Codification of Personal Law
Muslim personal law has not been subjected to any legislative changes since independence. There are hardly any efforts made to codify personal laws as has been done in other Muslim countries. In India, the move has always been resisted on three grounds: that personal laws are based on shariat which is divine and therefore unalterable; it is impossible to assimilate the four schools of Islamic jurisprudence in codification and, Muslims take the codification as the first step towards enacting a Uniform Civil Code (UCC).
Asghar Ali Engineer (2009) argues that Muslims defend and resist any kind of reform in Muslim personal law thinking that it is divine. But the personal law as practised today is actually the Anglo-Muhammadan law which was practised before independence. It was renamed as Muslim personal law after independence. Solanki (2011: 268) argues that “Muslim Personal Law in postcolonial India is based on local custom, Islamic laws and precepts, customary laws made by sect-based organisations, state-law enactments, and judicial precedent.” Therefore, Muslim personal law as practised today is not completely in compliance with the shariat as a result of which certain aspects of it are unjust to Muslim women.
Against this background, in 2011 Shaista Amber, President of the All India Muslim Women’s Personal Law Board (AIMWPLB), asked for codification of Muslim personal law. She addressed a letter to the then President of India, Pratibha Patil, asking for a law for the shariat rights for Muslim women. A similar initiative was taken by the Bharatiya Muslim Mahila Andolan (BMMA) asking for the codification of Muslim family law. The organisation released a draft titled “The Muslim Marriage and Divorce Act” in 2014 that addressed issues concerning the age of marriage, mehr, maintenance, custody of children and sought a total ban on polygamy, oral, unilateral and triple divorce. The draft was circulated to the National Commission for Women, the National Human Rights Commission, the National Minorities Commission and other stakeholders. In 2015, the co-founders of BMMA, Noorjehan Safia Niaz and Zakia Soman wrote a letter to Prime Minister Narendra Modi asking for codification of the personal law as per the draft prepared by them. In the letter they stated, “Certain orthodox and patriarchal males have dominated the debate on rights of Muslim women and have stonewalled any attempt towards reform in Muslim personal law.
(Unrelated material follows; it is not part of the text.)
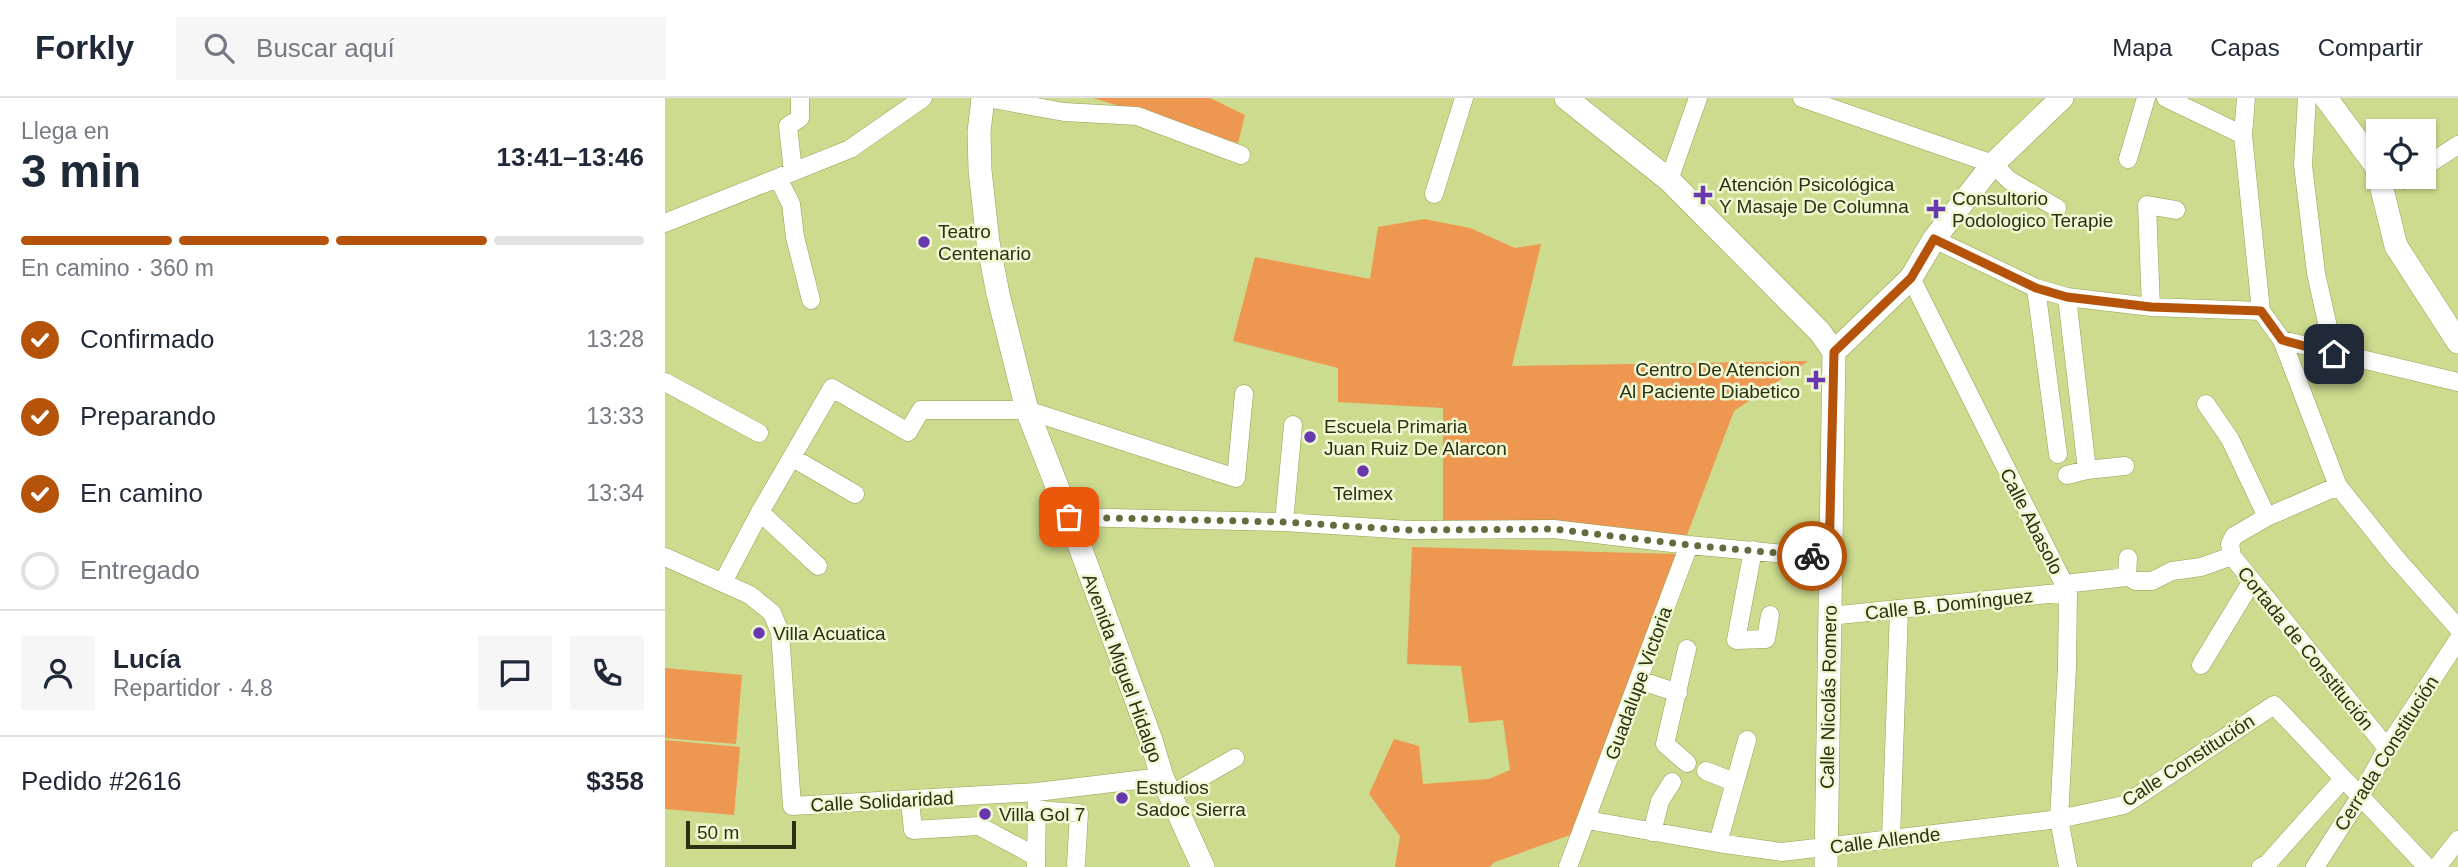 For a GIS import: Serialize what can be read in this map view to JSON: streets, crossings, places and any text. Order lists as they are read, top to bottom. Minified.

In the process the Muslim women have been denied their Quranic rights as well as their rights as equal Indian citizens.” Based on their research conducted with a primary sample of 4,710 Muslim women across 10 states, the letter added, “Justice of Indian Muslim women can be enabled either through amendments to the Shariat Application Act, 1937 as well as the Dissolution of Muslim Marriages Act, 1939 or a completely new enactment of Muslim personal law” (BMMA 2015).
The demand for a codified personal law is seen as the first step towards achieving gender justice and equality for all Muslim women in India. There are several interpretations of Muslim personal laws and unless these are codified and passed by Parliament, Muslim women will continue to be denied equal rights in family matters. Where the previously enacted laws failed to bring about significant changes in the lives of Muslim women, the codification of the Muslim Personal Law based on the Islamic framework would give women more rights as guaranteed by the Quran and hadiths.